Problem to solve
Could you filter the records below and keep only the lines with the word "check"?

Start of Dataset records

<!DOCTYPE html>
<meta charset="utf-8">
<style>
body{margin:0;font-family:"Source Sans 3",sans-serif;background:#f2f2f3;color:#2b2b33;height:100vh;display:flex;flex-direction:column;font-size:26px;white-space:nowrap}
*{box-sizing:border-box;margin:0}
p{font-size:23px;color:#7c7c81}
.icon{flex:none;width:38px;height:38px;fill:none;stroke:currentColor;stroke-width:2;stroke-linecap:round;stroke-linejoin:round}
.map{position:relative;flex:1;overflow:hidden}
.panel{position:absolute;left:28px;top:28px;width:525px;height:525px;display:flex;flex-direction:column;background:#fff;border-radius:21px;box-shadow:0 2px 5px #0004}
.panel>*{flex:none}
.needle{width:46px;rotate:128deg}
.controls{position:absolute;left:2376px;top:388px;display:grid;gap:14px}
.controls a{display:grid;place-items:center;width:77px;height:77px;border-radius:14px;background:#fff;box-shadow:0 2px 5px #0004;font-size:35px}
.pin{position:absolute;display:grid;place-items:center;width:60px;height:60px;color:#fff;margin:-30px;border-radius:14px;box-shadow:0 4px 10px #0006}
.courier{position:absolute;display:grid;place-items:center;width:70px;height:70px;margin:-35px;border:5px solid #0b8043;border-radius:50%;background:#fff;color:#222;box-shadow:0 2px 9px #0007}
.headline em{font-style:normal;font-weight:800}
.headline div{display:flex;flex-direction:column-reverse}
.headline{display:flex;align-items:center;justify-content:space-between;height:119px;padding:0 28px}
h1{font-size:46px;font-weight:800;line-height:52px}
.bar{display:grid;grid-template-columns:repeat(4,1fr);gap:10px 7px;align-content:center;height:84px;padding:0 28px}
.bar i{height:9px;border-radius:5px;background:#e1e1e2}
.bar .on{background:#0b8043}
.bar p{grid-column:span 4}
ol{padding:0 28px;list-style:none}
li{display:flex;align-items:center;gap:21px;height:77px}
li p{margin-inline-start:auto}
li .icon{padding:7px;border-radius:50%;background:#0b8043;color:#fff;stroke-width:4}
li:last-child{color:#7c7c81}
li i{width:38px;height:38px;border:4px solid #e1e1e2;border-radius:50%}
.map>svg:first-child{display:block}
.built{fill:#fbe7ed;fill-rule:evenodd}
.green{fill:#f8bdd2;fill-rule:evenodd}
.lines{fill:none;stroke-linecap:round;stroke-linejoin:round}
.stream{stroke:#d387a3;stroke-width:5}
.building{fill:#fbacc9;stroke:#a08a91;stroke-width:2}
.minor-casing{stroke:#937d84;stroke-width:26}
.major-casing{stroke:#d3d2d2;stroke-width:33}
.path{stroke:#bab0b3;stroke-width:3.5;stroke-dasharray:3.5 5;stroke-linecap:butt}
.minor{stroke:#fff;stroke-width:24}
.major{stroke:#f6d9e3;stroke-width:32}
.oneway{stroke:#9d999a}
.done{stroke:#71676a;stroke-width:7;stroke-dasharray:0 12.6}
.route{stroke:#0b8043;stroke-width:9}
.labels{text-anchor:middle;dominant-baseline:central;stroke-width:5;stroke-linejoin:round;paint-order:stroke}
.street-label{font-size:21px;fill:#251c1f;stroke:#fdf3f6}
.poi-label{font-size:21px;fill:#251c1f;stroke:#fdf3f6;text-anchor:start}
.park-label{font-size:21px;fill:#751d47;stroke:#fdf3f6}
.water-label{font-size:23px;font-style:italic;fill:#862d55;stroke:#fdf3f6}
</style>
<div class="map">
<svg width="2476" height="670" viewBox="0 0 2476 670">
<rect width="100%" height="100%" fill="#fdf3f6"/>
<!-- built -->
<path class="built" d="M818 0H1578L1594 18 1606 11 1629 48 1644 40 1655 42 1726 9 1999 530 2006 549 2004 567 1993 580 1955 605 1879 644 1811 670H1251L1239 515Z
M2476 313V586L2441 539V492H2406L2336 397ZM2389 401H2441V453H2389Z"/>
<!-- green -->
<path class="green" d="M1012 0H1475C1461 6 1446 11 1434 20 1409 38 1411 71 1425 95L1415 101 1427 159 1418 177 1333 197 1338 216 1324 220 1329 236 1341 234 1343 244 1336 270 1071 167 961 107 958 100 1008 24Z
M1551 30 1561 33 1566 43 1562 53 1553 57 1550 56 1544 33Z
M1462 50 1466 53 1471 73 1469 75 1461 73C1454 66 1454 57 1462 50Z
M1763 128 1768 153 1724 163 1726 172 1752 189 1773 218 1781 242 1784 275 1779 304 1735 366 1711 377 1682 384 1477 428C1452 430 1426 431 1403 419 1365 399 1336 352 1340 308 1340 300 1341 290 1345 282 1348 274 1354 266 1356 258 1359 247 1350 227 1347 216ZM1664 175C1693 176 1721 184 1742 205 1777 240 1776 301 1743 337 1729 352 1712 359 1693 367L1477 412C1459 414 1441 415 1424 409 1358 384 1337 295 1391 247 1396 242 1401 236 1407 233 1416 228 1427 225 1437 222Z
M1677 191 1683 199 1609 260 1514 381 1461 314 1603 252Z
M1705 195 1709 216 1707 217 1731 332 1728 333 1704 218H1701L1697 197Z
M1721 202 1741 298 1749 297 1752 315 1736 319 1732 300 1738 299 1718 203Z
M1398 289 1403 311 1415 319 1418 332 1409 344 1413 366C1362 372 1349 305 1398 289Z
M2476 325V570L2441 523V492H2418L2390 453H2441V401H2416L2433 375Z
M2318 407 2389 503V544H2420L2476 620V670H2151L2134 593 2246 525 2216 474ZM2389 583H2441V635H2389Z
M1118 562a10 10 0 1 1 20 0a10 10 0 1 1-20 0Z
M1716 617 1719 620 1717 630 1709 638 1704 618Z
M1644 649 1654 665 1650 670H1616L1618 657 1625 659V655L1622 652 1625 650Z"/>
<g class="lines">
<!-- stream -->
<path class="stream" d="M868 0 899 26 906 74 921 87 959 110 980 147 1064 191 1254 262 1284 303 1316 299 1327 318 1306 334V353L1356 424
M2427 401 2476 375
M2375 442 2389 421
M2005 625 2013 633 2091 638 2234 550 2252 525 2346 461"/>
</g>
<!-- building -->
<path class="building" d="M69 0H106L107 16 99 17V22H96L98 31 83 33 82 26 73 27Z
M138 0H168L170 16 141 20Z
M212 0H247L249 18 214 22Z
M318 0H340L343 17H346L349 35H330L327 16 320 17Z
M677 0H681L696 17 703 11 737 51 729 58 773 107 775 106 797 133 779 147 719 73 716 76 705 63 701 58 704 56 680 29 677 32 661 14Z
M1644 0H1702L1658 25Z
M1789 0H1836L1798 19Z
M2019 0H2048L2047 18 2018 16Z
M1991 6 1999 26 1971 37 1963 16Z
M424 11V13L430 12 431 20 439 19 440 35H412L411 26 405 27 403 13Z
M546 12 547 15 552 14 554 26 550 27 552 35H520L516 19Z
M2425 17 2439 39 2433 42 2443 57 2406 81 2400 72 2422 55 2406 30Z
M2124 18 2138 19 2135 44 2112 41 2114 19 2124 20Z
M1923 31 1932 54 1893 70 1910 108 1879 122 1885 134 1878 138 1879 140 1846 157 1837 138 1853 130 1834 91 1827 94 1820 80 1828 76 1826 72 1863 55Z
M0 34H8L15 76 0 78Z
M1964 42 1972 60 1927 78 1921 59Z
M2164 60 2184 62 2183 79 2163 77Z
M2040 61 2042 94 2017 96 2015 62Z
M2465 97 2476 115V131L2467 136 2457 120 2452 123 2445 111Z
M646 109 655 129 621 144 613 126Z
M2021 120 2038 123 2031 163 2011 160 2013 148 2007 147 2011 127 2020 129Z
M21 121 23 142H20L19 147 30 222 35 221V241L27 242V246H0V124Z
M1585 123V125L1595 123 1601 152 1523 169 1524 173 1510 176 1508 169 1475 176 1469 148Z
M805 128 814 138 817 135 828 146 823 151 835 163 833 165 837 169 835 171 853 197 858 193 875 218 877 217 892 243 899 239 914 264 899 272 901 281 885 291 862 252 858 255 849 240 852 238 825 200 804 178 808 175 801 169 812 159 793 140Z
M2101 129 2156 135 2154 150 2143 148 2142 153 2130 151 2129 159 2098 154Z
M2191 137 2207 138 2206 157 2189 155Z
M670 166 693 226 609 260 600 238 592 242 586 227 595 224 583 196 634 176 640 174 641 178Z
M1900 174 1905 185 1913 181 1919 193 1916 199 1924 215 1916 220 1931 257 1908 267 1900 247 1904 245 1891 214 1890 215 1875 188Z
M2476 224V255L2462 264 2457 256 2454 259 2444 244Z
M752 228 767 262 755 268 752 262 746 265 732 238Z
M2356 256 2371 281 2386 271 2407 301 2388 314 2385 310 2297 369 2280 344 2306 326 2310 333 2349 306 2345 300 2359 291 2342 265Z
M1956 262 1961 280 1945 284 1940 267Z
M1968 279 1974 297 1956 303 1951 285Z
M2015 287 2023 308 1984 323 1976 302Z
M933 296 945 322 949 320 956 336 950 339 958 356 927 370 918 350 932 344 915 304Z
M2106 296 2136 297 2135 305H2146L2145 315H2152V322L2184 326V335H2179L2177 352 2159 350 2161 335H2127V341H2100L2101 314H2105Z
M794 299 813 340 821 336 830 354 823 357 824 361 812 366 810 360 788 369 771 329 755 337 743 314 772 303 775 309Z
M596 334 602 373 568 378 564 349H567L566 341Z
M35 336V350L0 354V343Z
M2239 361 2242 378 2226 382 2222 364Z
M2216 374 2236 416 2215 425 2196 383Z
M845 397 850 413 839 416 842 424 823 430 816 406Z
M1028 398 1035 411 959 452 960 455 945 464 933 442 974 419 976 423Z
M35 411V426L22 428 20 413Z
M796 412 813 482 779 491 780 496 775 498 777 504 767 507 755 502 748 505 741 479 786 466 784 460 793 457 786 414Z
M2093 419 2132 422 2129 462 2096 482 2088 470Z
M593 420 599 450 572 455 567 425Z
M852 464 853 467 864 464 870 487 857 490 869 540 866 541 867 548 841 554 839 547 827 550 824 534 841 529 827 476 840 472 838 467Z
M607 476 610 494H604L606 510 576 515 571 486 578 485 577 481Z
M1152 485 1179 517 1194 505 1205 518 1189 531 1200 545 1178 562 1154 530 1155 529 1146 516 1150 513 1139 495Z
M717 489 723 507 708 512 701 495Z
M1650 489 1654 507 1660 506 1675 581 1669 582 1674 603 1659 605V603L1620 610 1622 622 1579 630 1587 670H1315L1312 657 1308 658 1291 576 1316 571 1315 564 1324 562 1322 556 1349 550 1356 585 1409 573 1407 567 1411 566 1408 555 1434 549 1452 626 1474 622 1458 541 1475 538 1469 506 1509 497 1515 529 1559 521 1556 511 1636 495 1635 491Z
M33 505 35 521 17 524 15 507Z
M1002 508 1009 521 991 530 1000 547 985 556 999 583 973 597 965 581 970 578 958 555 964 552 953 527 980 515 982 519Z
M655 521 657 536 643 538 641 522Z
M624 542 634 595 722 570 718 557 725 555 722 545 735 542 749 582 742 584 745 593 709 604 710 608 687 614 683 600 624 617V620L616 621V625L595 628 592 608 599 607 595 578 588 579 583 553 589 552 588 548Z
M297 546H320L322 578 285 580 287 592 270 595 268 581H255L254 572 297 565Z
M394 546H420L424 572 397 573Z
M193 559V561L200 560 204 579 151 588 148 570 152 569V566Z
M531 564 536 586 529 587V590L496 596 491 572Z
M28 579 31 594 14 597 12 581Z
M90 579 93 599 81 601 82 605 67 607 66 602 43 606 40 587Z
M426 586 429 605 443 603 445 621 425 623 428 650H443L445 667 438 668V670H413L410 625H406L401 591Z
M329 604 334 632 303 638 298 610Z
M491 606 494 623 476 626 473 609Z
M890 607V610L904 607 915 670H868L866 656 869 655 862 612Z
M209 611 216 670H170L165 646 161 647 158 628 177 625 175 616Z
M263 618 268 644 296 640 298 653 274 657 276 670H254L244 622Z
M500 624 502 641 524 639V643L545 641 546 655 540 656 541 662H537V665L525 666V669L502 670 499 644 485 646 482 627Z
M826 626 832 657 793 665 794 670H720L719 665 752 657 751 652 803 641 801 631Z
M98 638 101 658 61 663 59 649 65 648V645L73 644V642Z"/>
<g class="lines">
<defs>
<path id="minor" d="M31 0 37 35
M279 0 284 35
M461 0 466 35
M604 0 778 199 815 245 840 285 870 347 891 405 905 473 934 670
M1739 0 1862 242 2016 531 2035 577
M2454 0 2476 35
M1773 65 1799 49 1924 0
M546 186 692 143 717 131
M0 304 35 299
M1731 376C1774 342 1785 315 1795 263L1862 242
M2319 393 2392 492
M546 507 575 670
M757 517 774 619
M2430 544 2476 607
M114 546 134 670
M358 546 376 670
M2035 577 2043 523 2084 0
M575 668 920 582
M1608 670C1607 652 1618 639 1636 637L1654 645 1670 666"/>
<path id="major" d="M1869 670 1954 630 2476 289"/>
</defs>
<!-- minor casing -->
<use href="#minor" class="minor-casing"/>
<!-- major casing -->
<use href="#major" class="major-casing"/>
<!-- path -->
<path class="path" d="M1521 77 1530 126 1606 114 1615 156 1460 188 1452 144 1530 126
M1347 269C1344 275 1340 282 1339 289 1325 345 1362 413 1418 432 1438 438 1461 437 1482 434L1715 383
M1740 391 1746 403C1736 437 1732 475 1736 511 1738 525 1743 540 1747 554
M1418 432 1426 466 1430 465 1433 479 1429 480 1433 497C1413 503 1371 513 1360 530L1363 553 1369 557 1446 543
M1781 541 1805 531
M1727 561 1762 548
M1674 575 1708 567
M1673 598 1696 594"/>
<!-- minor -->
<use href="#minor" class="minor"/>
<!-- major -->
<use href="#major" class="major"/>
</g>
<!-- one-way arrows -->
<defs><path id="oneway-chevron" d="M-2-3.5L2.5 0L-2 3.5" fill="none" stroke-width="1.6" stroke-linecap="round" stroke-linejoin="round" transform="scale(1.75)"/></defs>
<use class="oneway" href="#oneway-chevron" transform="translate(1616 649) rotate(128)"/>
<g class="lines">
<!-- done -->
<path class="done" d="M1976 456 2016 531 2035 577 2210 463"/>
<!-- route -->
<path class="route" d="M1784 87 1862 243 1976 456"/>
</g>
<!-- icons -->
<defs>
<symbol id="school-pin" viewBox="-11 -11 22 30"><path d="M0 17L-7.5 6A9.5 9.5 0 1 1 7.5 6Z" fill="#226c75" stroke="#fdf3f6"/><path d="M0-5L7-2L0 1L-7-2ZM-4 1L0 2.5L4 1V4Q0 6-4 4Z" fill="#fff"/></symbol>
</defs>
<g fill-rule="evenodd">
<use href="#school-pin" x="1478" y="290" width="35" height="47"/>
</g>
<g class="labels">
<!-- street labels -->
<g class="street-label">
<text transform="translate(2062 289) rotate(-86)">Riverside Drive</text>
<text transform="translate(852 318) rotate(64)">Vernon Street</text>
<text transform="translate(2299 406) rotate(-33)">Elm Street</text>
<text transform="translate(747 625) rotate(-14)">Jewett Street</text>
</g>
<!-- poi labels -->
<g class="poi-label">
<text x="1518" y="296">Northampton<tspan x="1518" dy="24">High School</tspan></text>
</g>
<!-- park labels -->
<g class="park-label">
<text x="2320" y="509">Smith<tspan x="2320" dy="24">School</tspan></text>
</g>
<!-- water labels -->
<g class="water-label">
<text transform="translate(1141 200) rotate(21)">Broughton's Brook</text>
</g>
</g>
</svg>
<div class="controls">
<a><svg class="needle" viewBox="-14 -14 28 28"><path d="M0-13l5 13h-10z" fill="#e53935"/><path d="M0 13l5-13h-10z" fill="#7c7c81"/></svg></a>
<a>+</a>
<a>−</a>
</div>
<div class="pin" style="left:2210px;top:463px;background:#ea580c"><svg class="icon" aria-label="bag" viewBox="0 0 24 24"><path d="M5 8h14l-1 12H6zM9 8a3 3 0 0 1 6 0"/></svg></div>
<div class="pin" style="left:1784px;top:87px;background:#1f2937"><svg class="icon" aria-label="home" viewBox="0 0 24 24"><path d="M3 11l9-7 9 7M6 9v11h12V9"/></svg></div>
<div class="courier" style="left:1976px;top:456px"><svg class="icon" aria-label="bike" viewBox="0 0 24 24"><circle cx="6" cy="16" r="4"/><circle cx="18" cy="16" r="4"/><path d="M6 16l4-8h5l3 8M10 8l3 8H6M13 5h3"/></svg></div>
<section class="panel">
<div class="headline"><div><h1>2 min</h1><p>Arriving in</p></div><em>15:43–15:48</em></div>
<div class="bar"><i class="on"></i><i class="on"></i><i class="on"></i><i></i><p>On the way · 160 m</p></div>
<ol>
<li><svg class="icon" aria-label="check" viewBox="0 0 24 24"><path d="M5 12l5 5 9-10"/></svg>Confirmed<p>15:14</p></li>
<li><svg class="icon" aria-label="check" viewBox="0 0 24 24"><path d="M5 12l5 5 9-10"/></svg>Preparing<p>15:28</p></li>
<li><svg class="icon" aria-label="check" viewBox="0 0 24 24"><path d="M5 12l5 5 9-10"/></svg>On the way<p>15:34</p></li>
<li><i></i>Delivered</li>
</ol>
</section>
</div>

End of Dataset records

Reply to the exercise
<li><svg class="icon" aria-label="check" viewBox="0 0 24 24"><path d="M5 12l5 5 9-10"/></svg>Confirmed<p>15:14</p></li>
<li><svg class="icon" aria-label="check" viewBox="0 0 24 24"><path d="M5 12l5 5 9-10"/></svg>Preparing<p>15:28</p></li>
<li><svg class="icon" aria-label="check" viewBox="0 0 24 24"><path d="M5 12l5 5 9-10"/></svg>On the way<p>15:34</p></li>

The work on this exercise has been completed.